A Defensoria Pública da União no Rio de Janeiro recomendou ontem aos reitores que defendam a livre expressão de alunos, professores e funcionários sobre o processo eleitoral, pronunciando-se sobre um dos casos que gerou mais polémica, que aconteceu na Faculdade de Direito da Universidade Federal Fluminense.
A Justiça Eleitoral ordenou, a 23 de Outubro, que fosse retirada uma bandeira da fachada da Faculdade de Direito, no Rio de Janeiro, onde se podia ler “Direito UFF Antifascista”. Segundo declarações do director do Departamento de Direito Público, Paulo Corval, à Agência Brasil, a polícia afirmou ter um “mandado verbal” da juíza Maria Aparecida da Costa Barros, embora não apresentasse qualquer documentação.
“A polícia questionou uma professora sobre o que estava sendo leccionado, tiraram fotos do mural, de propagandas de eventos e congressos”, disse Paulo Corval.
Os alunos guardaram a bandeira, depois recolocada na fachada do edifício. Ainda assim, esta acabou por ser retirada a 25 de Outubro, por decisão do director da instituição, Wilson Filho. Caso contrário, este responsável estaria em risco de responsabilização criminal. No local ficou outra bandeira, onde se pode ler “censurado”.

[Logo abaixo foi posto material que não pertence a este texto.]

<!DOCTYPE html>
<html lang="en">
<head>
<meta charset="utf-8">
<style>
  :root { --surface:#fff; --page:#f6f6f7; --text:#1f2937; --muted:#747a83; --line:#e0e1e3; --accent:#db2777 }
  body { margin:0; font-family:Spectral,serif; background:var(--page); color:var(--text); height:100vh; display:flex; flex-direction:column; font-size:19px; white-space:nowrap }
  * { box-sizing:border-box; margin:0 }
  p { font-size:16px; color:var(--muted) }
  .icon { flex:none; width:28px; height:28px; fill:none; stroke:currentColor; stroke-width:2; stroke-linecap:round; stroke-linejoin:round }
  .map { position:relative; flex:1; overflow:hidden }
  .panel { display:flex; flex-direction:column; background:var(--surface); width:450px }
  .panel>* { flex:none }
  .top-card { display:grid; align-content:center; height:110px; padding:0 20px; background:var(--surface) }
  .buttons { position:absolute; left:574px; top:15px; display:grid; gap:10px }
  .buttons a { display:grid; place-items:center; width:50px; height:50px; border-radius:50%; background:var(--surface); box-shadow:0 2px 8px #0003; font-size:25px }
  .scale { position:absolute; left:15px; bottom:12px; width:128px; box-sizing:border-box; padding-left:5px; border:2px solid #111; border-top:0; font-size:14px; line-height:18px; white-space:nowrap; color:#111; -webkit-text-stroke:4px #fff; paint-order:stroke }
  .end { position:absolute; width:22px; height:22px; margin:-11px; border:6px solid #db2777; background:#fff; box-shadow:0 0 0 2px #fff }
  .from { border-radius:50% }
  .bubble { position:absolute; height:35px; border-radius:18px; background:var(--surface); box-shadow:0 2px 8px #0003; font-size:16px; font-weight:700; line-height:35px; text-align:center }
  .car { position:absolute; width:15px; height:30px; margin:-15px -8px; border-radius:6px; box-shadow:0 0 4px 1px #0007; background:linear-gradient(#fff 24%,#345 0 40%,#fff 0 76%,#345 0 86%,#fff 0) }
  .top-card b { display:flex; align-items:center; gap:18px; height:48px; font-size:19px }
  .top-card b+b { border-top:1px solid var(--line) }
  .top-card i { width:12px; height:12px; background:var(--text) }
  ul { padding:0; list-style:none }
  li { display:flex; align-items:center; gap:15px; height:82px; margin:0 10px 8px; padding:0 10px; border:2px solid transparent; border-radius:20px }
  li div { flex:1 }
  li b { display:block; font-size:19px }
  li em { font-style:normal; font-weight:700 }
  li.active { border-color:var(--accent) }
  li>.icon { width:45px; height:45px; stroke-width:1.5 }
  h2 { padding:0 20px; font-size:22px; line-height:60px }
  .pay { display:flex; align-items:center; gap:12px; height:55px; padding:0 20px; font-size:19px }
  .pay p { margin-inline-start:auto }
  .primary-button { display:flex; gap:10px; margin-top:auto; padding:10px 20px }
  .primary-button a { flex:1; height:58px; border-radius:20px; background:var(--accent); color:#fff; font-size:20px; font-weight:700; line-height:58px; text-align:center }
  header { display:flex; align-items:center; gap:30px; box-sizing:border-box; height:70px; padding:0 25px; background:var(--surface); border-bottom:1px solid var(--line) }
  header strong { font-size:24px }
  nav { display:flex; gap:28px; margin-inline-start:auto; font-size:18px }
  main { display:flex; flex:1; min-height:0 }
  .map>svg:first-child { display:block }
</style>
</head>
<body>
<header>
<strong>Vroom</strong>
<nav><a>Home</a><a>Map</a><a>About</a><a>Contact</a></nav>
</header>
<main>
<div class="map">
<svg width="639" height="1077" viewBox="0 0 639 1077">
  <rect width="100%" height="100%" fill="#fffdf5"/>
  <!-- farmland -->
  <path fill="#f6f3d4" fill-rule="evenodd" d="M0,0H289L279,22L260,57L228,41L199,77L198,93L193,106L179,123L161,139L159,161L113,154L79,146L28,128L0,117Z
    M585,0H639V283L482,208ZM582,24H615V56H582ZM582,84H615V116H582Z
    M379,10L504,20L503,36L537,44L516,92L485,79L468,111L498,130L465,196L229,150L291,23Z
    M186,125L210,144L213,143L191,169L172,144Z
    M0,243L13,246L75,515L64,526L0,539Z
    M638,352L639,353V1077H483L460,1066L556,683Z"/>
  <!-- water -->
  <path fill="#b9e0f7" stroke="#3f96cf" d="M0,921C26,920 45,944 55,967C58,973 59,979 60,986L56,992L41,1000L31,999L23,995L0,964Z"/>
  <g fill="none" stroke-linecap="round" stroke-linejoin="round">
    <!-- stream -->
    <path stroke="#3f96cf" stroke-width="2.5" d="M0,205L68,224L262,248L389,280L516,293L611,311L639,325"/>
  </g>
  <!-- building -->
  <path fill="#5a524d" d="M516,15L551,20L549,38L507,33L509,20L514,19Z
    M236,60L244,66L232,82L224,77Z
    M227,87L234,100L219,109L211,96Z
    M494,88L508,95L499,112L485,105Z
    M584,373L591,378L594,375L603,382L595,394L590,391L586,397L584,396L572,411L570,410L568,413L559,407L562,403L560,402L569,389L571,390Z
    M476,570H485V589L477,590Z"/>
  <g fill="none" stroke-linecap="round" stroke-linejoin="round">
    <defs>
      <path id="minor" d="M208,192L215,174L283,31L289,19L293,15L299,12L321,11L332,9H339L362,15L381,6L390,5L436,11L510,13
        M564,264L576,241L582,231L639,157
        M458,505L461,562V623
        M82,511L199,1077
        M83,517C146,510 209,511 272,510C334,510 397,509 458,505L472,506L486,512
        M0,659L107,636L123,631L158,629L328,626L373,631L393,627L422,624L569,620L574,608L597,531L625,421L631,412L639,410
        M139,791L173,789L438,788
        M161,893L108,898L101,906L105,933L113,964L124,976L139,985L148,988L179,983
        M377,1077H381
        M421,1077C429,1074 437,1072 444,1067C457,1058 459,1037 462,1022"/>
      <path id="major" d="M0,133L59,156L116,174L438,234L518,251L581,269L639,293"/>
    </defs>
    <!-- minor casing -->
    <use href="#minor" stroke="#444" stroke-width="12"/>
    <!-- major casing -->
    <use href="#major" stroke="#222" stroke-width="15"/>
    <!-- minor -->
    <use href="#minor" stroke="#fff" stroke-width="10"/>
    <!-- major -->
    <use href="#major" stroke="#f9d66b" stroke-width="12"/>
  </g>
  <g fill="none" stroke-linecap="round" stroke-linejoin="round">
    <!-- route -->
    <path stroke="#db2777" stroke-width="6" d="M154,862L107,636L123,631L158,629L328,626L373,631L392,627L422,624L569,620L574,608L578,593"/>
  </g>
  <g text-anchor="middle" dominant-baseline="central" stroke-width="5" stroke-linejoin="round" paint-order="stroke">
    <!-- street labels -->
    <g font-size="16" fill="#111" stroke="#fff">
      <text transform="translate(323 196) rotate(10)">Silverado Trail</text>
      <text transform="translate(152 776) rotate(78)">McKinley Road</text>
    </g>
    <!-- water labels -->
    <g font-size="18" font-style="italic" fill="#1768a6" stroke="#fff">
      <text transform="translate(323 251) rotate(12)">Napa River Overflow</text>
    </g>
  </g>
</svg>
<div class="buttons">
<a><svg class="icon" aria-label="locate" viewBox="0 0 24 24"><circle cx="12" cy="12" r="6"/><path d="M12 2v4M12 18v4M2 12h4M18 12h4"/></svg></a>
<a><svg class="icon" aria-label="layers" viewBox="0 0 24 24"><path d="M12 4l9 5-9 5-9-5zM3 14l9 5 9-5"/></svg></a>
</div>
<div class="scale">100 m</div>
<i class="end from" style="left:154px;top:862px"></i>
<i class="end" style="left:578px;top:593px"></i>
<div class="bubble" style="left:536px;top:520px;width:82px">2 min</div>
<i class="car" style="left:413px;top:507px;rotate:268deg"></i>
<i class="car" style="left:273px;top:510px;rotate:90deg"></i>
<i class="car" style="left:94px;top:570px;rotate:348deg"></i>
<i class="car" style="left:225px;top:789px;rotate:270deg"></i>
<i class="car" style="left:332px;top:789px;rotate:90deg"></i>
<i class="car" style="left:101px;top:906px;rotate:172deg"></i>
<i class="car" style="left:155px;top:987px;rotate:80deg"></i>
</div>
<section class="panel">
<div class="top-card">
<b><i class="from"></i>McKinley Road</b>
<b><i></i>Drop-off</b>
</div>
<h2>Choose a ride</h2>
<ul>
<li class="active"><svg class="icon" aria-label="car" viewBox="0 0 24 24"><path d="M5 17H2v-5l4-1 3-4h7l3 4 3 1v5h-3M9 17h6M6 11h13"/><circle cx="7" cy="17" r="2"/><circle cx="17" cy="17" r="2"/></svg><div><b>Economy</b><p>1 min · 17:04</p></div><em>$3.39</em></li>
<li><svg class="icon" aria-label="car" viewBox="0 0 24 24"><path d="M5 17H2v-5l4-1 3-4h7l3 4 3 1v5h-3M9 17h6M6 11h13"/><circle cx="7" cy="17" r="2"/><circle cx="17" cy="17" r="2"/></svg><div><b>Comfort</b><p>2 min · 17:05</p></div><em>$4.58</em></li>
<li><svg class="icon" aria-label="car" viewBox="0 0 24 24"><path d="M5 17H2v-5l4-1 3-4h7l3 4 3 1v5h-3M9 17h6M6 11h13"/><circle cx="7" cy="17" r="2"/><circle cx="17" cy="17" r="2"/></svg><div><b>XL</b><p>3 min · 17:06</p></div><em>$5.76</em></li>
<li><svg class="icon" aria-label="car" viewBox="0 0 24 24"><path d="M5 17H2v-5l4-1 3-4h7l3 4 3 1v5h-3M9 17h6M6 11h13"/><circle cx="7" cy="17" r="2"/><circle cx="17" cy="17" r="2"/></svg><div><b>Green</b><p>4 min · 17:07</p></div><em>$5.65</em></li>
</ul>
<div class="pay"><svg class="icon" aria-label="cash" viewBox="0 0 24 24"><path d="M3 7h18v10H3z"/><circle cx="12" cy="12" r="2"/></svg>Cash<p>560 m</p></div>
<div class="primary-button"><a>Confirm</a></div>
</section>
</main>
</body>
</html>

Em comunicado, o Tribunal Regional Eleitoral do Rio de Janeiro esclareceu que a fiscalização se deveu a 12 denúncias de “conteúdo de propaganda eleitoral negativa contra o candidato à Presidência da Republica Jair Bolsonaro” por causa da bandeira. Os estudantes, que se manifestaram contra a acção a 24 de Outubro, voltam a fazê-lo esta sexta-feira, negando ter realizado propaganda político-partidária.
A Ordem dos Advogados do Brasil condenou as fiscalizações, considerando “que tentam censurar a liberdade de expressão de estudantes e professores das faculdades de Direito”. Mostrou-se preocupada com os “mandados verbais”, que constituem precedentes preocupantes e perigosos para a nossa democracia”.
Na Universidade Federal do Rio Grande do Sul (UFRGS), um evento denominado “Contra o Fascismo, pela Democracia” foi cancelado pela Justiça Eleitoral sob a alegação de que seria um “acto eleitoral dentro de uma instituição federal”, diz a Folha.
Na Paraíba, no Nordeste, três universidades foram fiscalizadas.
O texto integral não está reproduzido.